**Task prompt**
Read the listing below and copy out each line where the word "numbers" occurs.

★ ★ ★

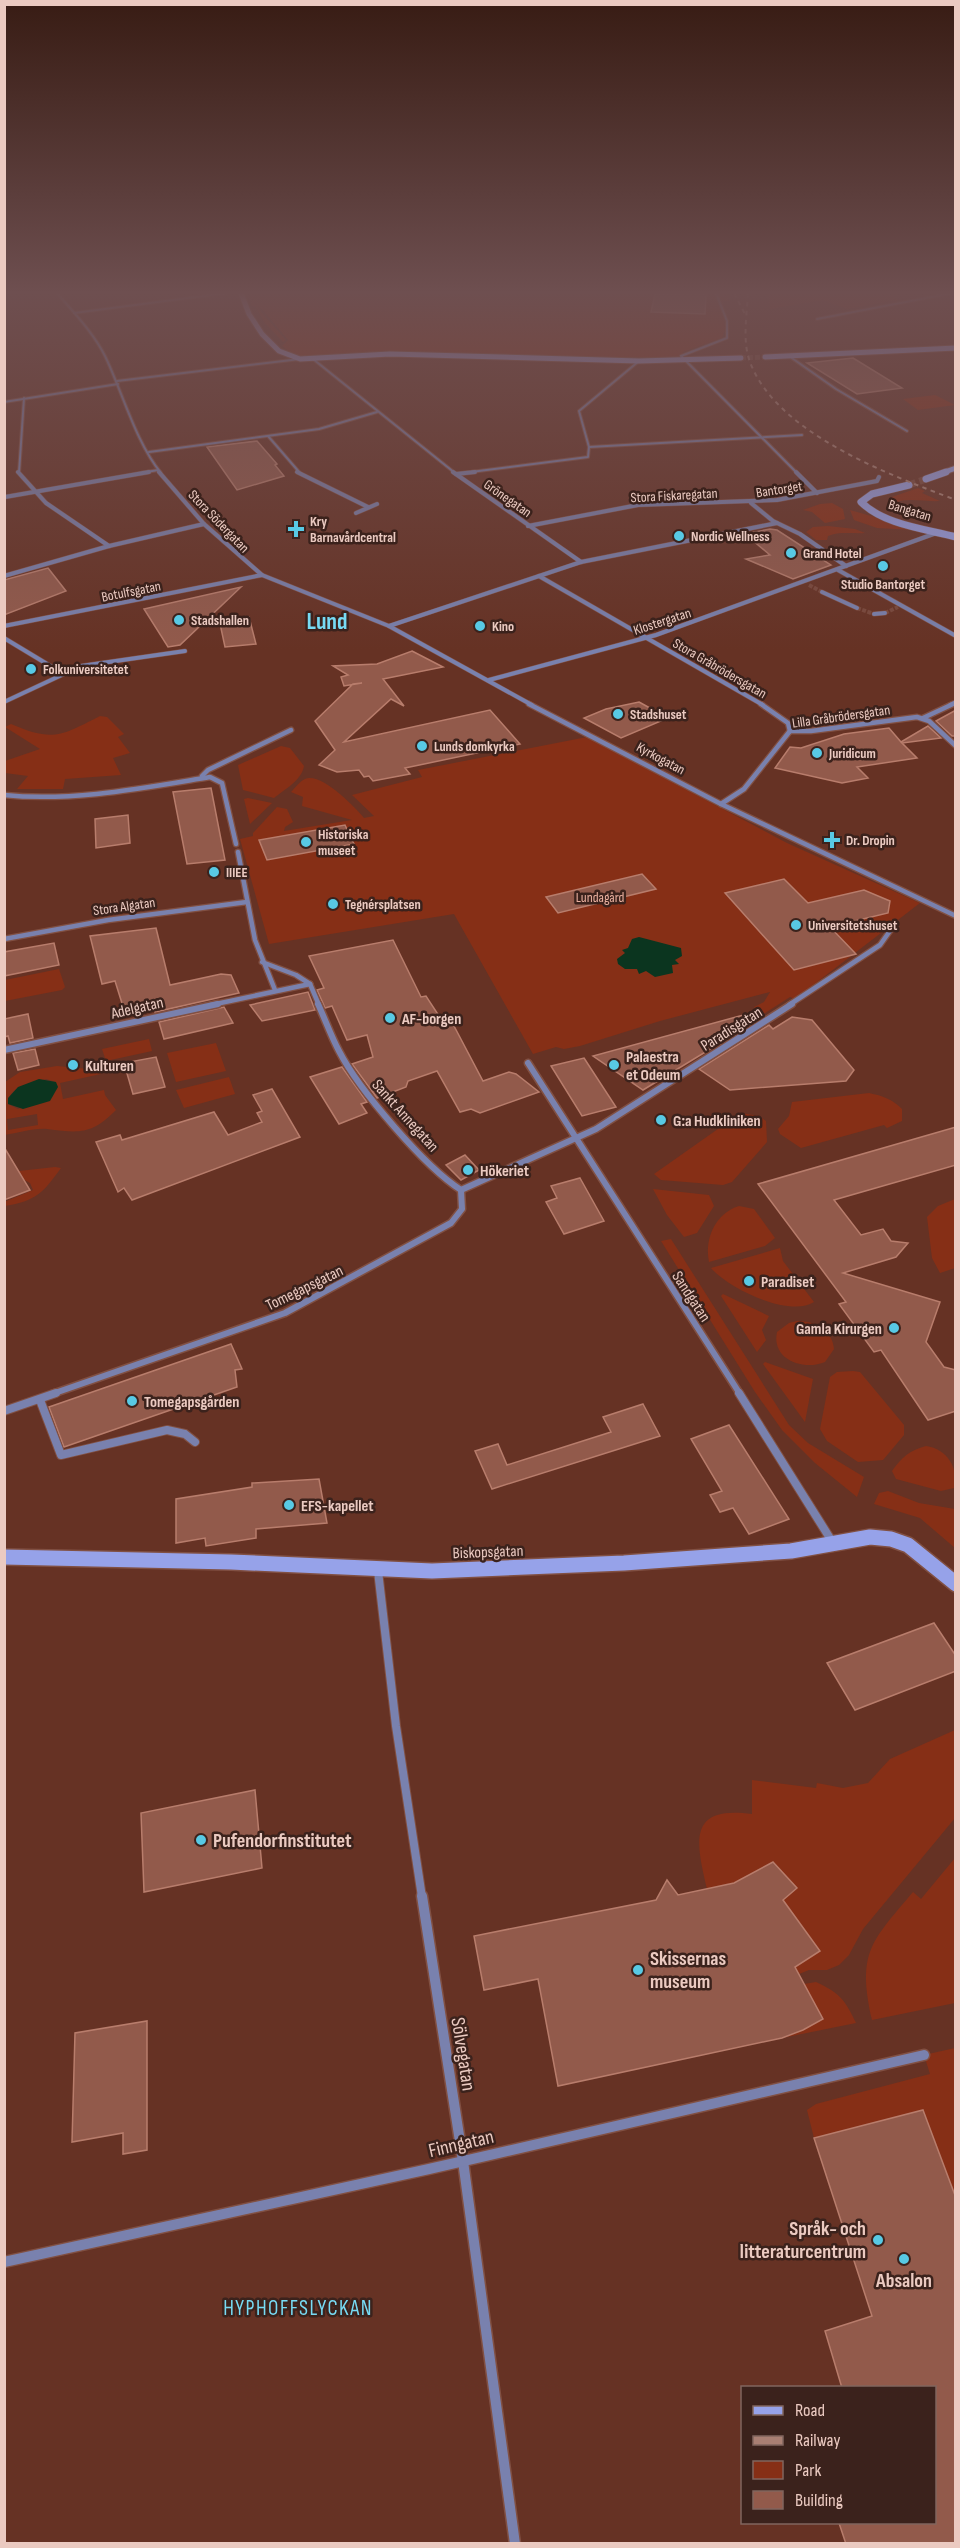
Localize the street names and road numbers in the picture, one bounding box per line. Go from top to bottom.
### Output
street label: Grönegatan [480,476,535,521]
street label: Bantorget [755,477,803,502]
street label: Stora Fiskaregatan [630,485,718,506]
street label: Stora Södergatan [185,486,253,556]
street label: Bangatan [886,496,933,525]
street label: Botulfsgatan [100,577,162,606]
street label: Klostergatan [631,604,693,639]
street label: Stora Gråbrödersgatan [670,635,770,702]
street label: Lilla Gråbrödersgatan [791,701,891,732]
street label: Kyrkogatan [634,739,688,778]
street label: Stora Algatan [92,894,156,919]
street label: Adelgatan [108,993,165,1024]
street label: Paradisgatan [698,1003,766,1056]
street label: Sankt Annegatan [367,1076,442,1156]
street label: Tomegapsgatan [263,1261,346,1315]
street label: Sandgatan [667,1268,714,1326]
street label: Biskopsgatan [452,1542,524,1563]
street label: Sölvegatan [445,2016,481,2093]
street label: Finngatan [426,2125,496,2163]

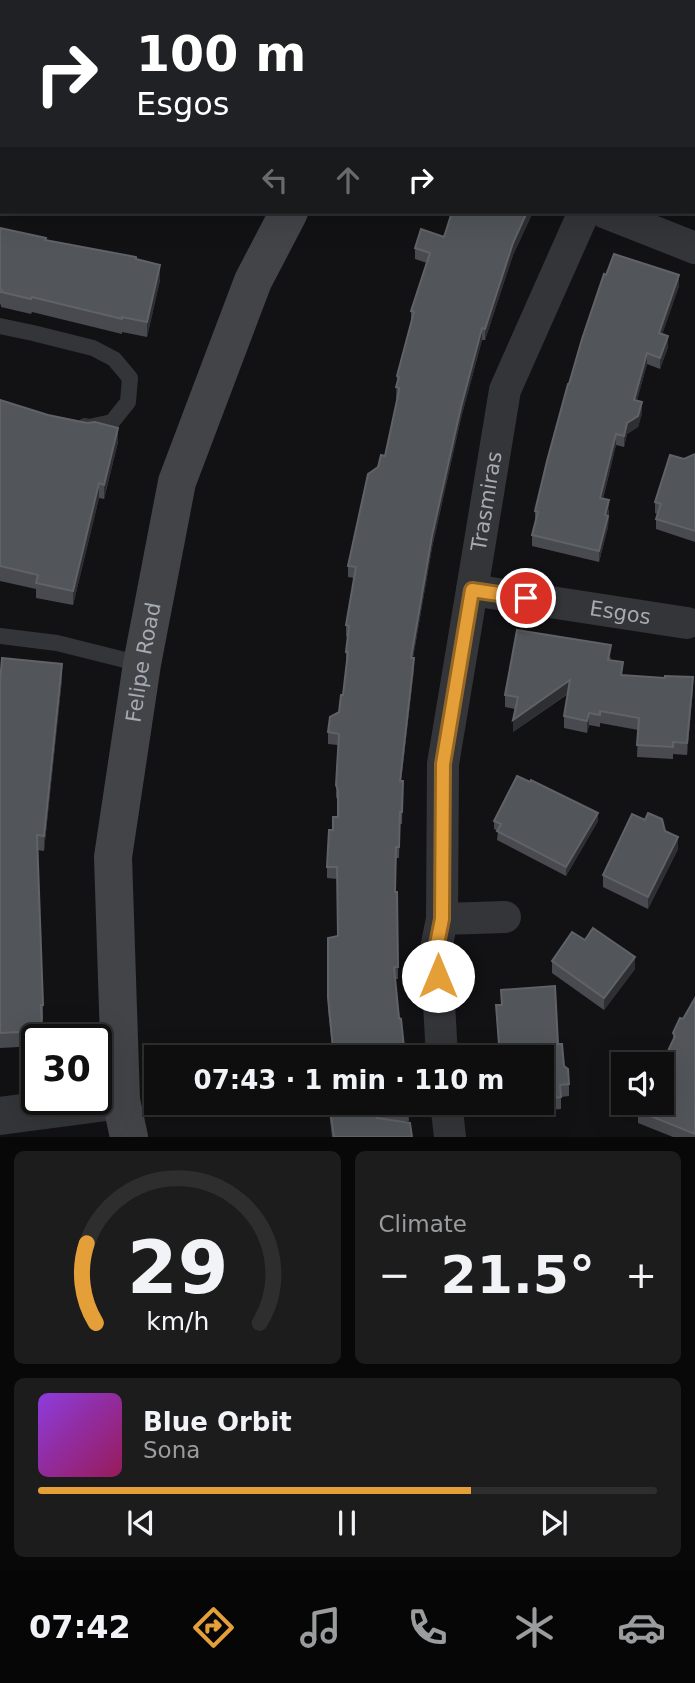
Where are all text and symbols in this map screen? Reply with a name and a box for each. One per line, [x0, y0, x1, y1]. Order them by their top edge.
text: 100 m [136, 26, 306, 83]
icon: right [21, 28, 112, 119]
text: Esgos [136, 85, 229, 123]
icon: left [256, 161, 294, 199]
icon: ahead [329, 161, 367, 199]
icon: right [402, 161, 440, 199]
street label: Trasmiras [466, 450, 507, 554]
pin [496, 568, 556, 628]
icon: arrive [507, 579, 545, 617]
street label: Esgos [588, 596, 652, 629]
street label: Felipe Road [121, 600, 166, 724]
position arrow [401, 939, 475, 1013]
speed limit sign: 30 [21, 1024, 112, 1115]
map controls [611, 1052, 674, 1115]
button: sound [611, 1052, 674, 1115]
text: 07:43 · 1 min · 110 m [194, 1065, 504, 1095]
text: Climate [379, 1211, 467, 1237]
text: 29 [127, 1226, 228, 1311]
text: 21.5° [441, 1245, 595, 1305]
text: − [379, 1253, 410, 1297]
text: + [625, 1253, 657, 1297]
text: km/h [146, 1307, 209, 1336]
text: Blue Orbit [143, 1407, 292, 1437]
text: Sona [143, 1437, 200, 1463]
icon: previous [122, 1504, 160, 1542]
icon: pause [328, 1504, 366, 1542]
icon: next [535, 1504, 573, 1542]
icon: directions [189, 1603, 238, 1652]
icon: music [296, 1603, 345, 1652]
icon: phone [403, 1603, 452, 1652]
icon: climate [510, 1603, 559, 1652]
icon: car [617, 1603, 666, 1652]
text: 07:42 [29, 1608, 131, 1646]

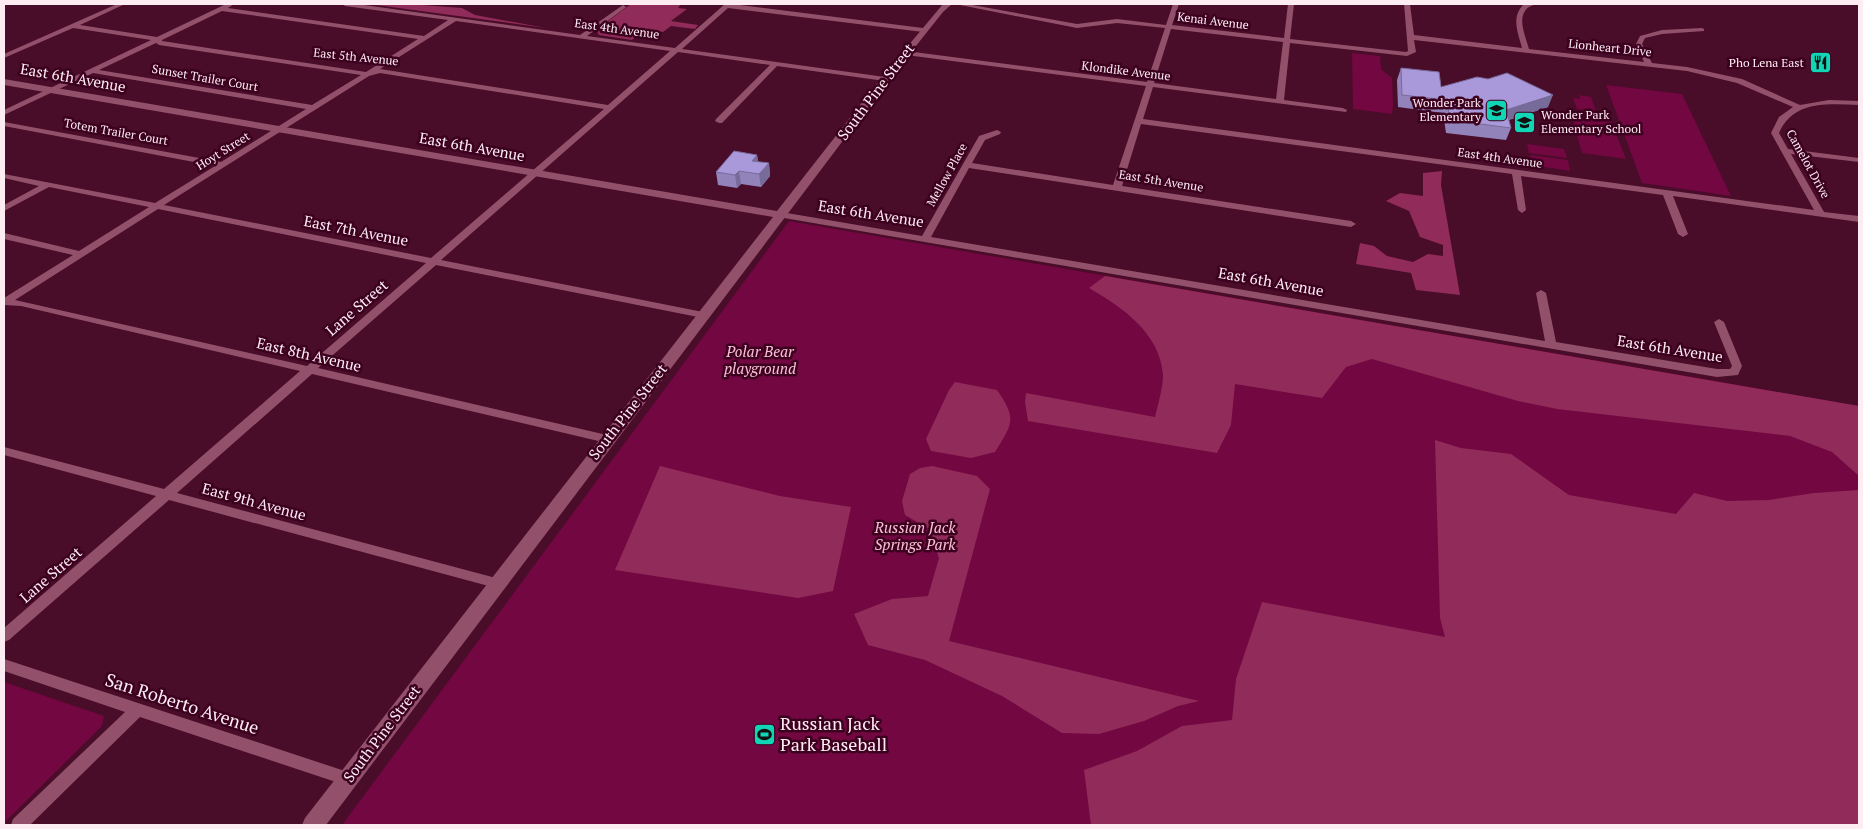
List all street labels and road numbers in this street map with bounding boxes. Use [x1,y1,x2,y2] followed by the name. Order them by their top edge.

★ ★ ★

**Answer to this task**
Localize the street names and road numbers in the picture, one bounding box per line. Go from top to bottom.
List all street labels and road numbers in this street map with bounding boxes. Use [x1,y1,x2,y2] followed by the name. Order them by their top edge.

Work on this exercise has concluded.